● **What the task asks**
Each entry should be set down exactly as written, except for any picture it holds.
---- Exercise inputs
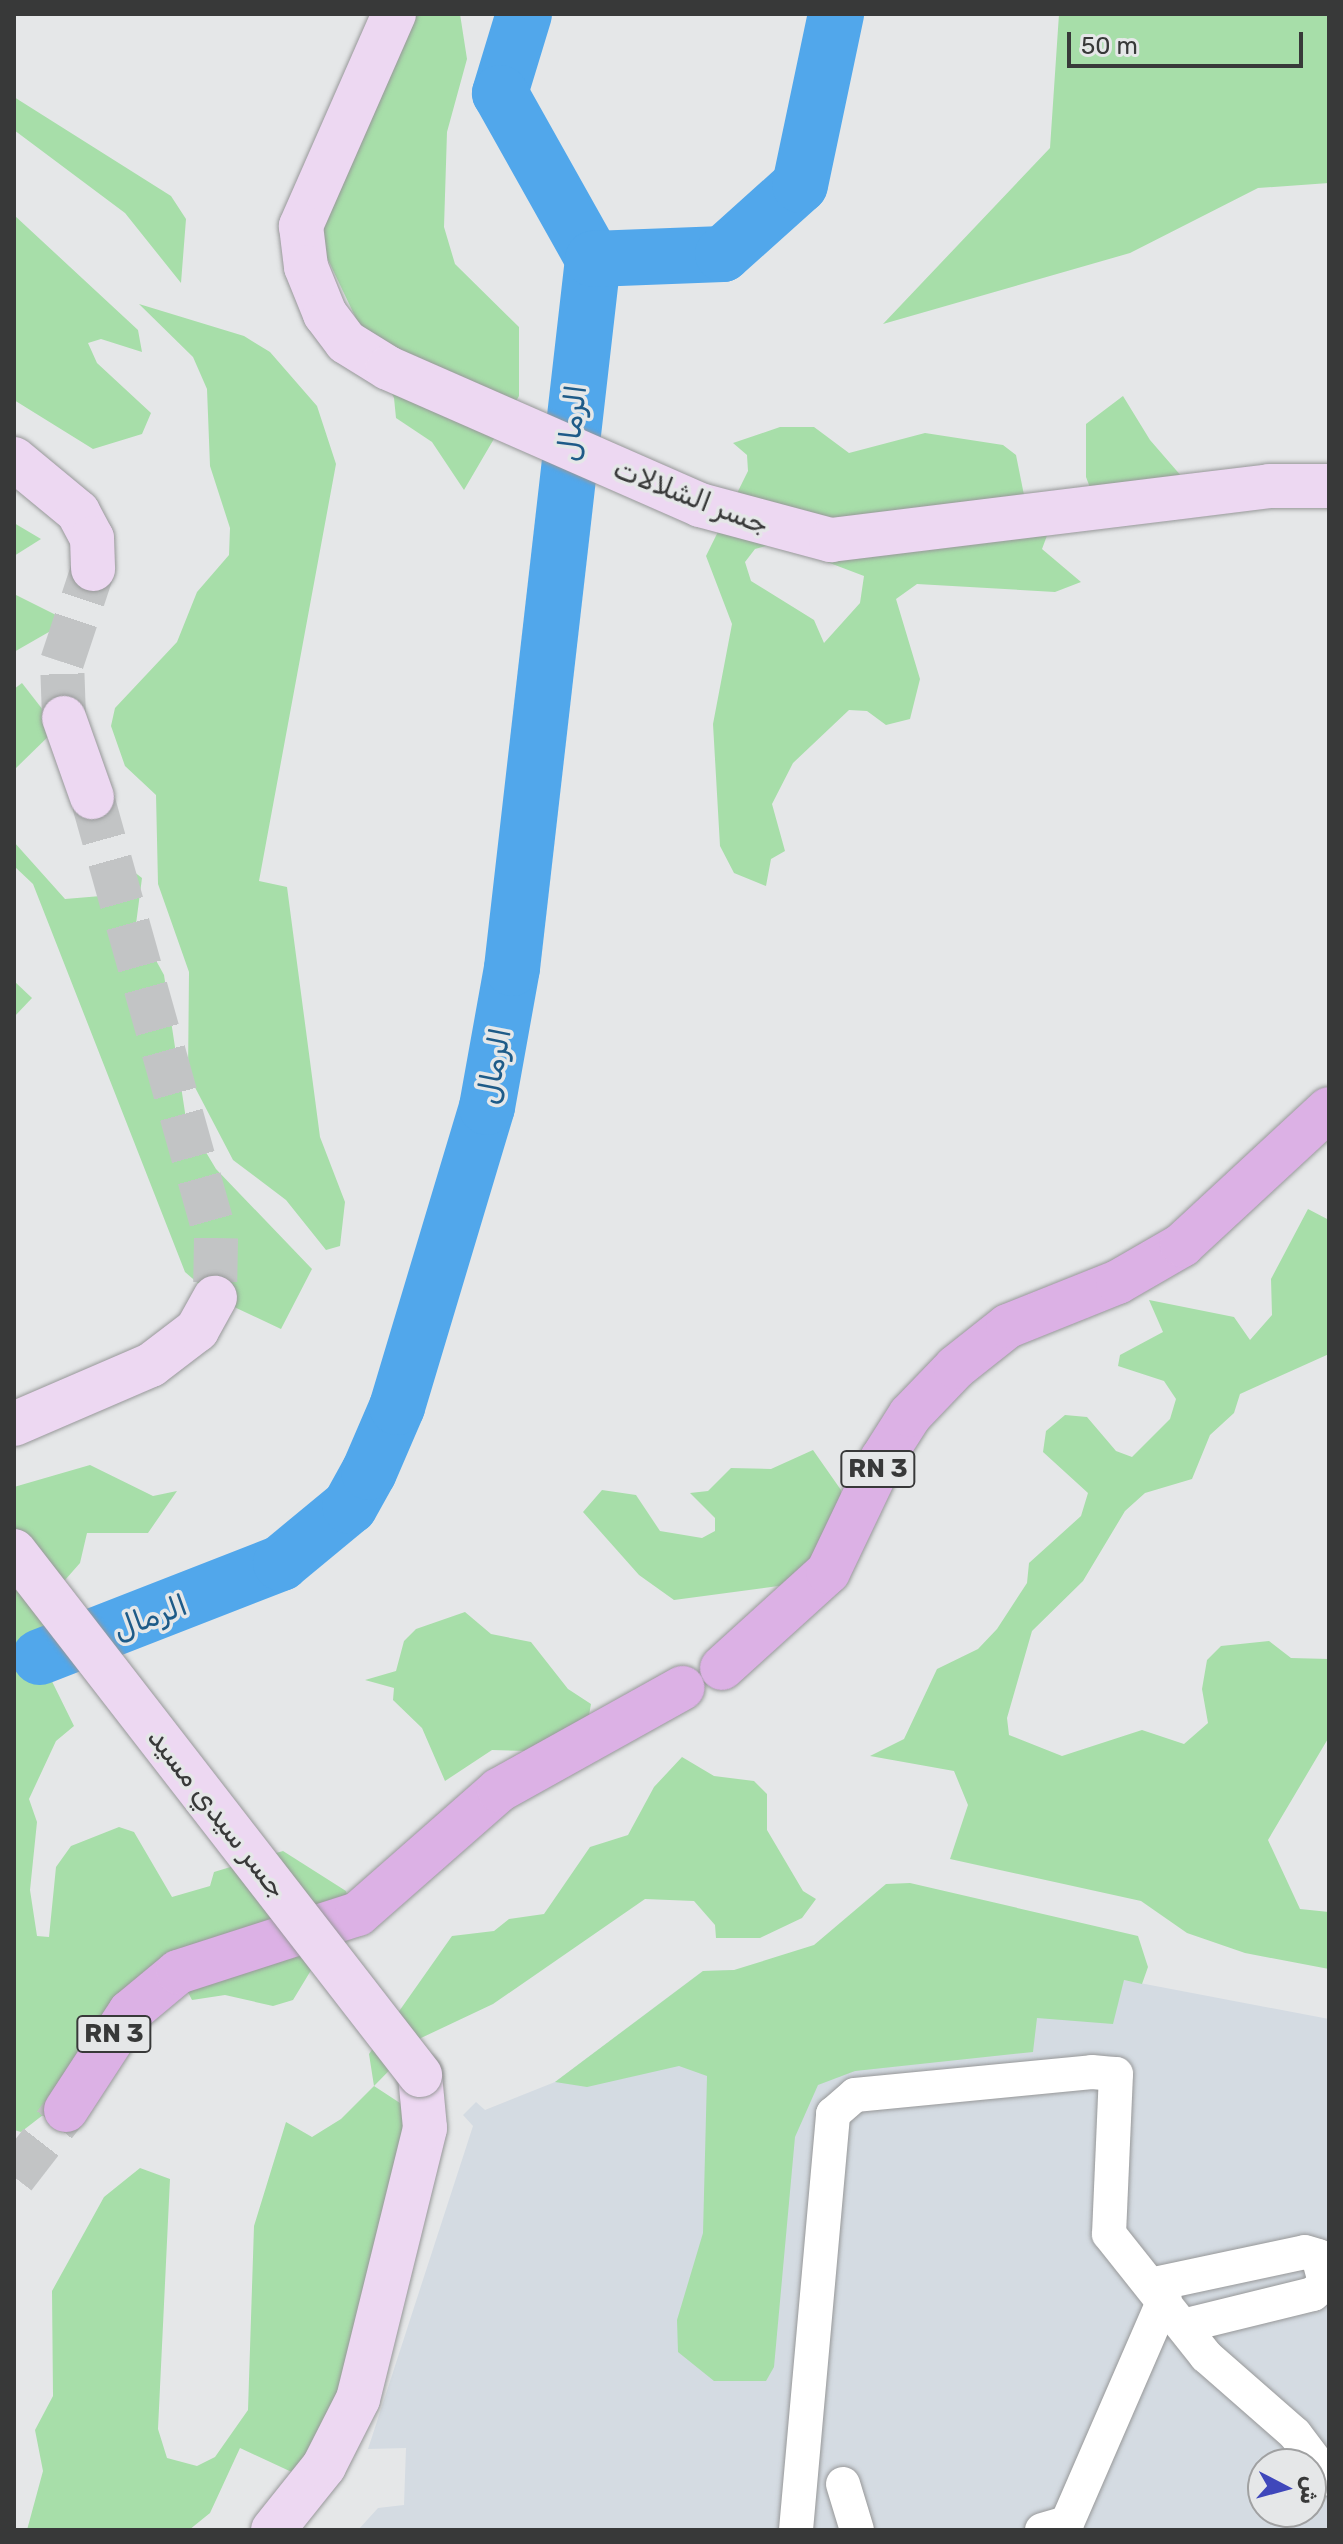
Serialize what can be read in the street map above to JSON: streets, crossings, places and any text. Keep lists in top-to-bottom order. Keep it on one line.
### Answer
{"streets":{"main road":["جسر الشلالات","RN 3","جسر سيدي مسيد"]},"water":["الرمال"],"scale_bar":"50 m","north":"right"}
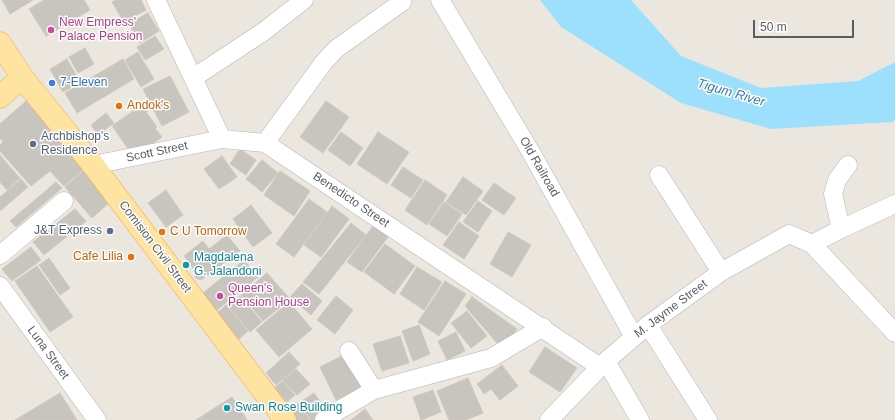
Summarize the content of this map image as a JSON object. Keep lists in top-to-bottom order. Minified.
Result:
{"streets":{"main road":["Comision Civil Street"],"street":["Scott Street","Old Railroad","Benedicto Street","M. Jayme Street","Luna Street"]},"crossings":[["Scott Street","Benedicto Street"],["Scott Street","Comision Civil Street"],["Old Railroad","M. Jayme Street"],["Benedicto Street","M. Jayme Street"]],"water":["Tigum River"],"places":["New Empress' Palace Pension","7-Eleven","Andok's","Archbishop's Residence","J&T Express","C U Tomorrow","Cafe Lilia","Magdalena G. Jalandoni","Queen's Pension House","Swan Rose Building"],"scale_bar":"50 m"}
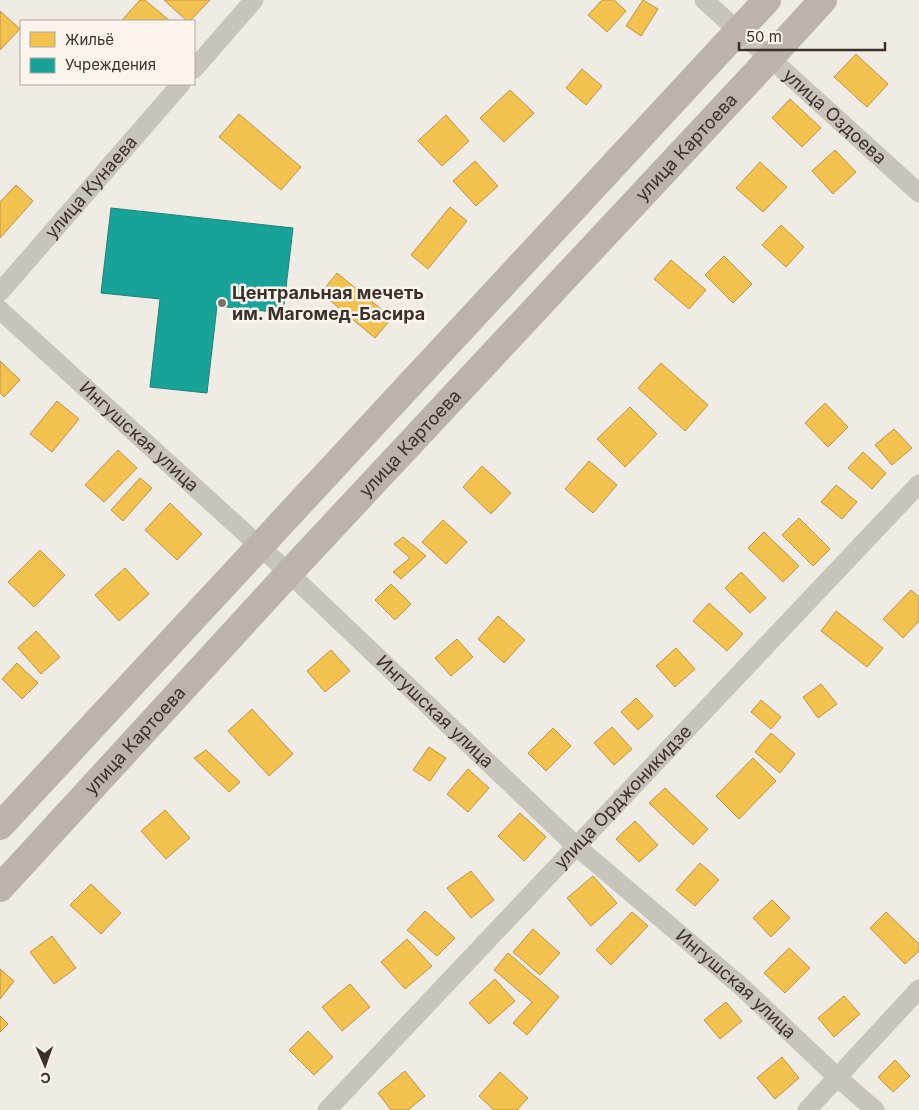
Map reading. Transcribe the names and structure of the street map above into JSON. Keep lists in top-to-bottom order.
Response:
{
  "streets": {
    "main road": ["улица Картоева"],
    "street": [
      "улица Оздоева",
      "улица Кунаева",
      "Ингушская улица",
      "улица Орджоникидзе"
    ]
  },
  "crossings": [
    ["улица Оздоева", "улица Картоева"],
    ["улица Картоева", "Ингушская улица"],
    ["Ингушская улица", "улица Орджоникидзе"]
  ],
  "places": ["Центральная мечеть им. Магомед-Басира"],
  "legend": ["Жильё", "Учреждения"],
  "scale_bar": "50 m",
  "north": "bottom"
}
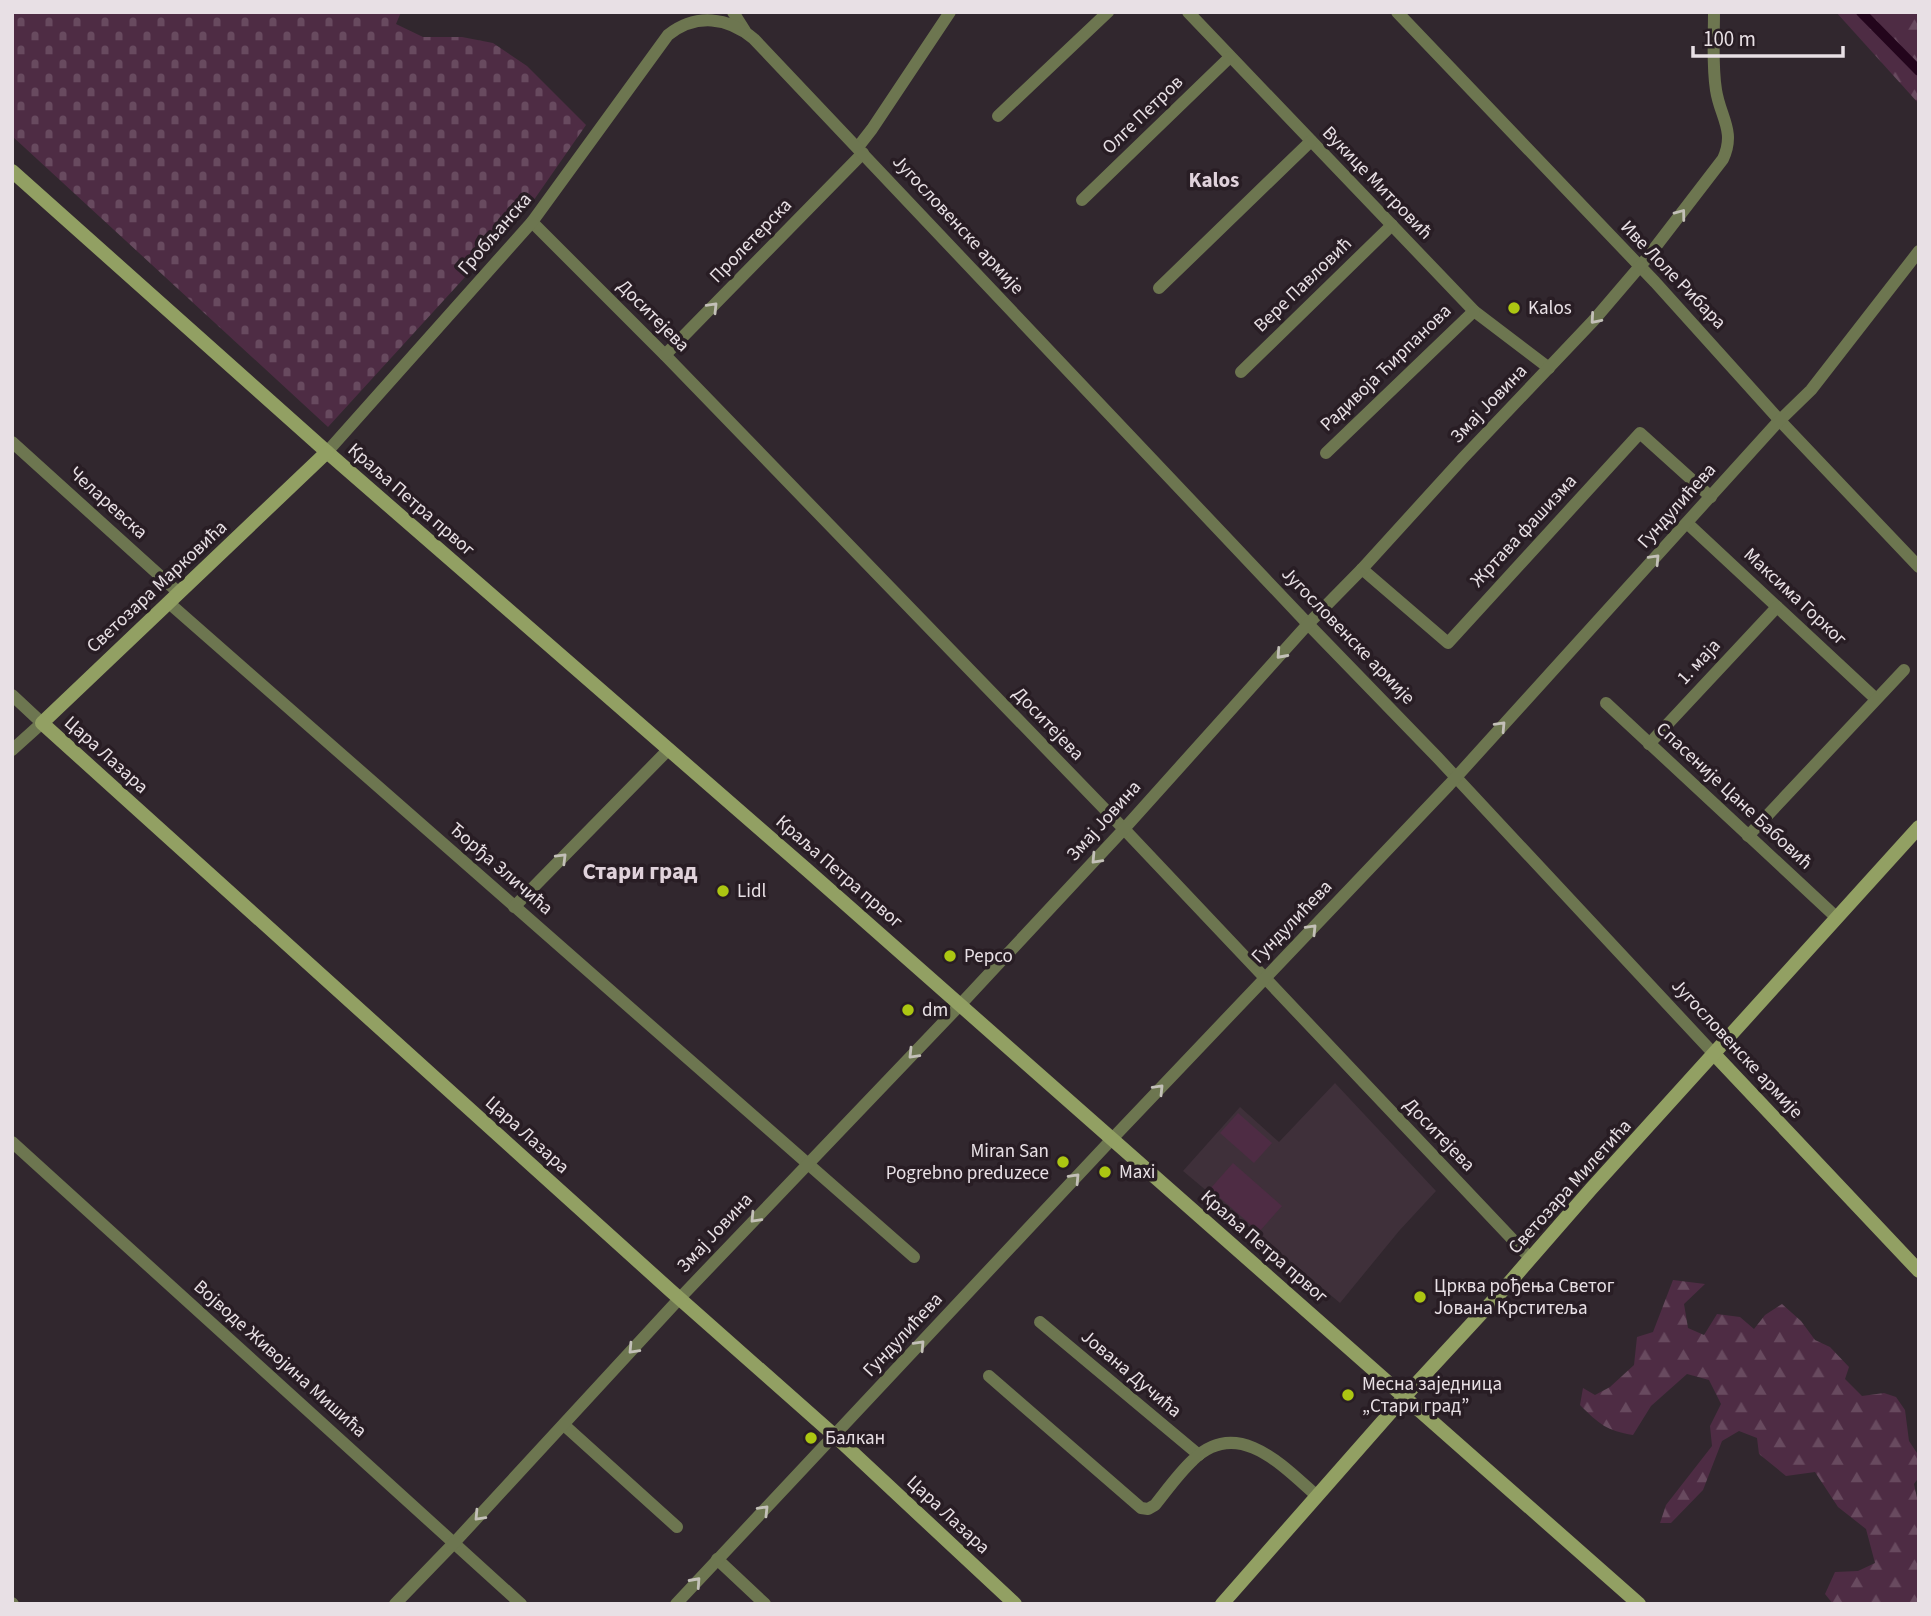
--------
● **Task output**
Serialize what can be read in the street map above to JSON: streets, crossings, places and any text. Keep lists in top-to-bottom order. Keep it on one line.
### Answer
{"streets":{"main road":["جسر الشلالات","RN 3","جسر سيدي مسيد"]},"water":["الرمال"],"scale_bar":"50 m","north":"right"}
Summarize the content of this map image as a JSON object. Keep lists in top-to-bottom order. Minified.
Result:
{"streets":{"main road":["Comision Civil Street"],"street":["Scott Street","Old Railroad","Benedicto Street","M. Jayme Street","Luna Street"]},"crossings":[["Scott Street","Benedicto Street"],["Scott Street","Comision Civil Street"],["Old Railroad","M. Jayme Street"],["Benedicto Street","M. Jayme Street"]],"water":["Tigum River"],"places":["New Empress' Palace Pension","7-Eleven","Andok's","Archbishop's Residence","J&T Express","C U Tomorrow","Cafe Lilia","Magdalena G. Jalandoni","Queen's Pension House","Swan Rose Building"],"scale_bar":"50 m"}
Map reading. Transcribe the names and structure of the street map above into JSON. Keep lists in top-to-bottom order.
Response:
{
  "streets": {
    "main road": ["улица Картоева"],
    "street": [
      "улица Оздоева",
      "улица Кунаева",
      "Ингушская улица",
      "улица Орджоникидзе"
    ]
  },
  "crossings": [
    ["улица Оздоева", "улица Картоева"],
    ["улица Картоева", "Ингушская улица"],
    ["Ингушская улица", "улица Орджоникидзе"]
  ],
  "places": ["Центральная мечеть им. Магомед-Басира"],
  "legend": ["Жильё", "Учреждения"],
  "scale_bar": "50 m",
  "north": "bottom"
}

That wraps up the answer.